Stored dataset items
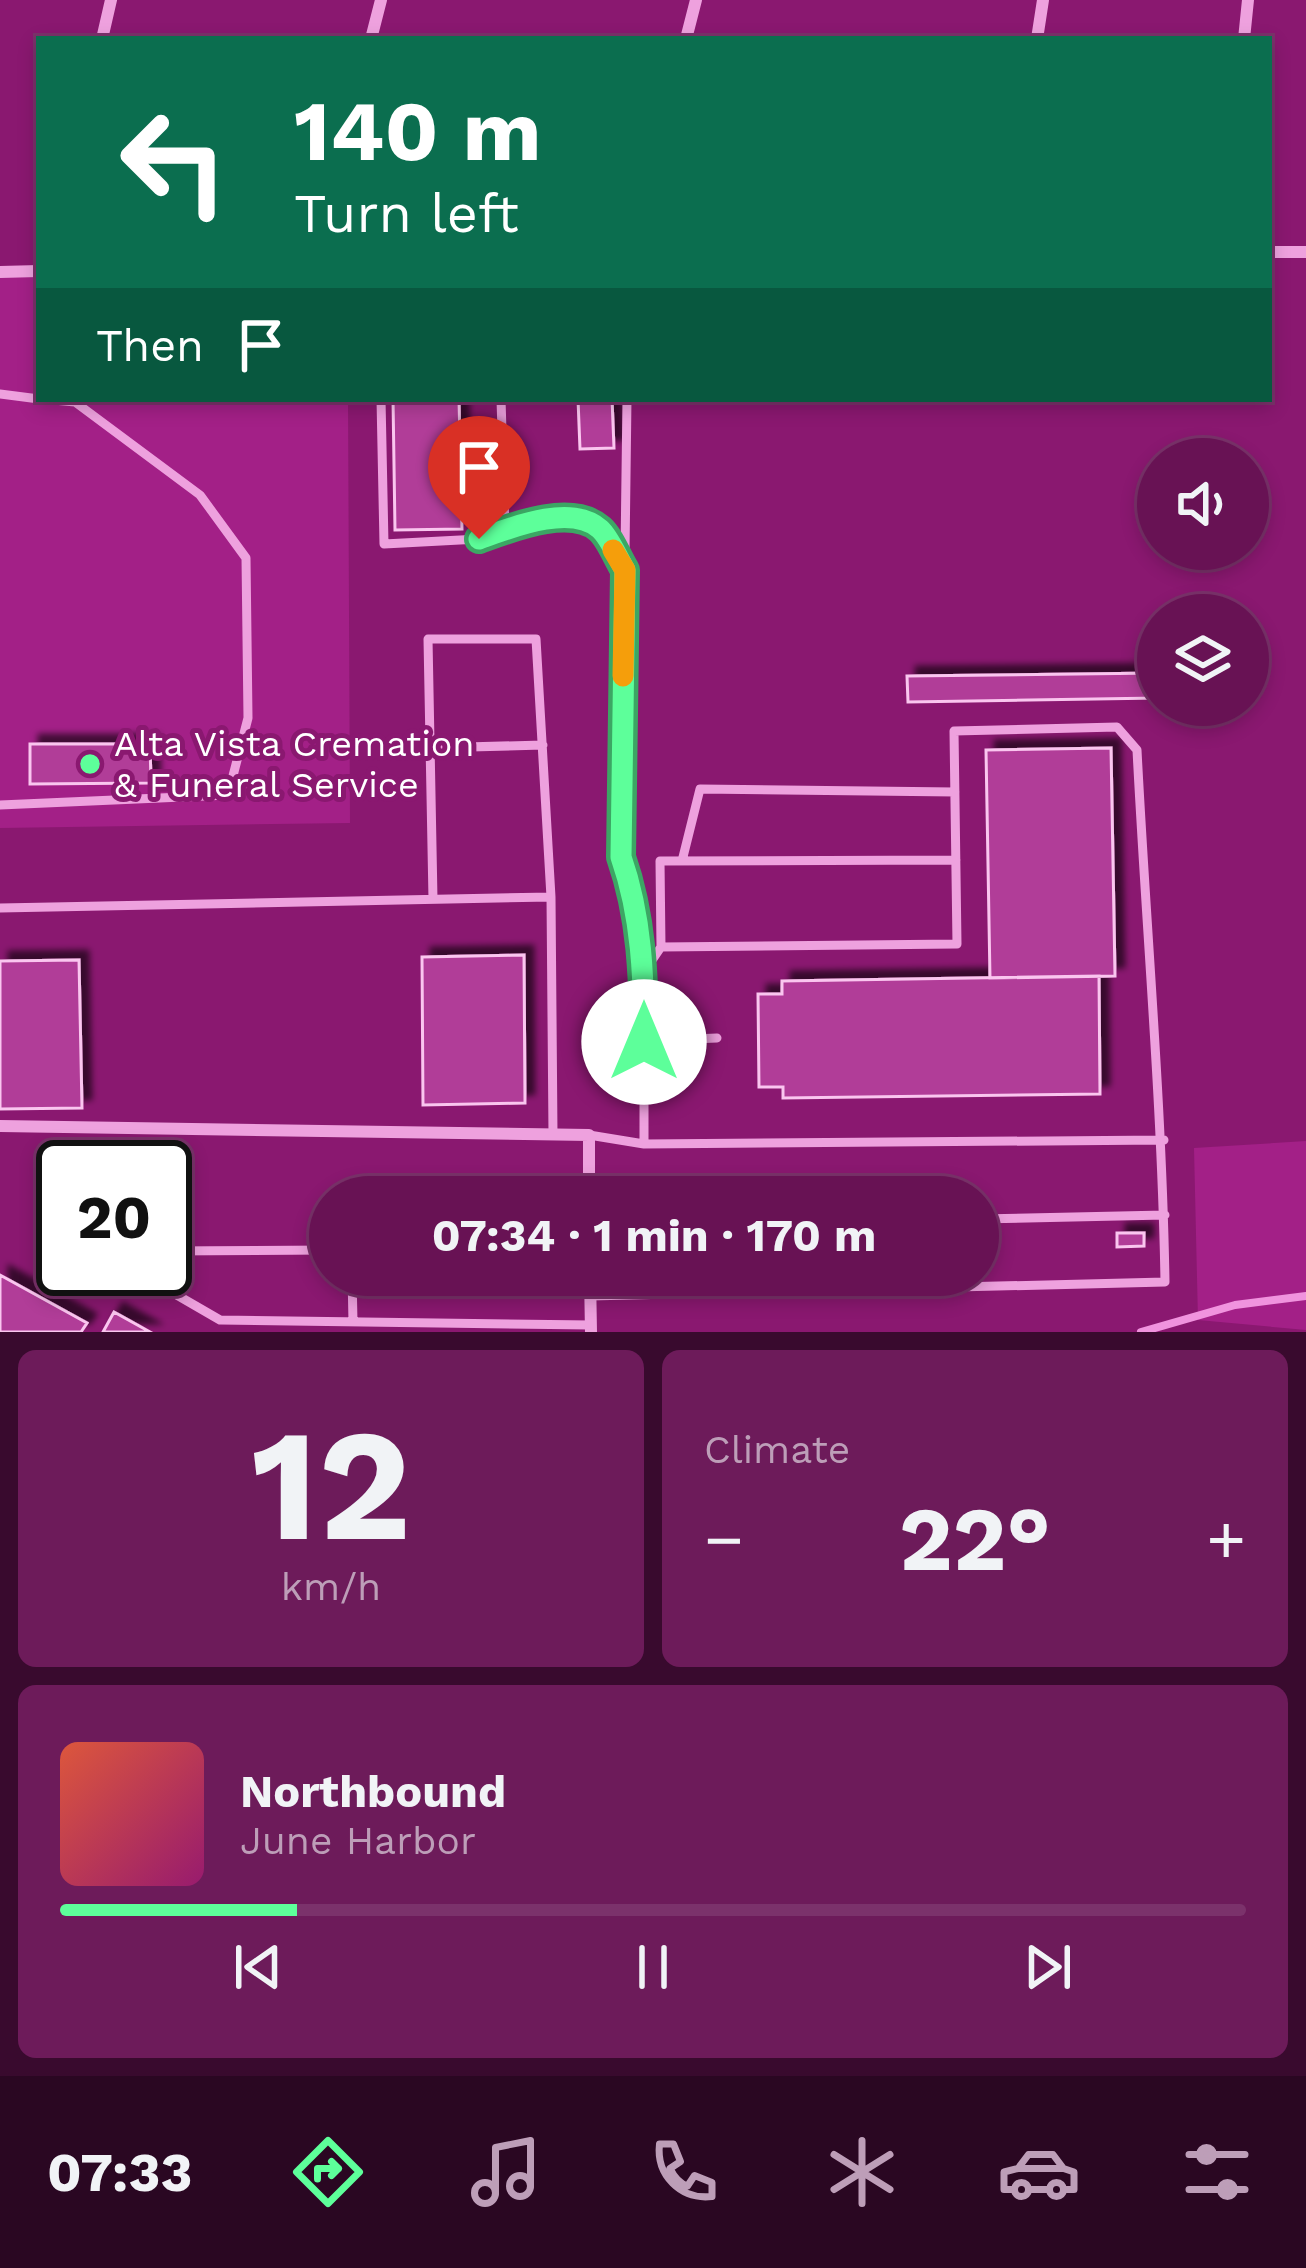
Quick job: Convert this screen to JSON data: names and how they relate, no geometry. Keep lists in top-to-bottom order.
{
  "places": ["Alta Vista Cremation & Funeral Service"],
  "page": {
    "turn": ["140 m", "Turn left"],
    "then": "Then",
    "limit": "20",
    "trip": "07:34 · 1 min · 170 m",
    "tile": [
      ["12", "km/h"],
      "Climate"
    ],
    "heat": ["−", "22°", "+"],
    "song": ["Northbound", "June Harbor"],
    "tabs": "07:33"
  }
}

## Task item
The data must come back word for word, with every picture removed.

## Result for this task
Quick job: Convert this screen to JSON data: names and how they relate, no geometry. Keep lists in top-to-bottom order.
{
  "places": ["Alta Vista Cremation & Funeral Service"],
  "page": {
    "turn": ["140 m", "Turn left"],
    "then": "Then",
    "limit": "20",
    "trip": "07:34 · 1 min · 170 m",
    "tile": [
      ["12", "km/h"],
      "Climate"
    ],
    "heat": ["−", "22°", "+"],
    "song": ["Northbound", "June Harbor"],
    "tabs": "07:33"
  }
}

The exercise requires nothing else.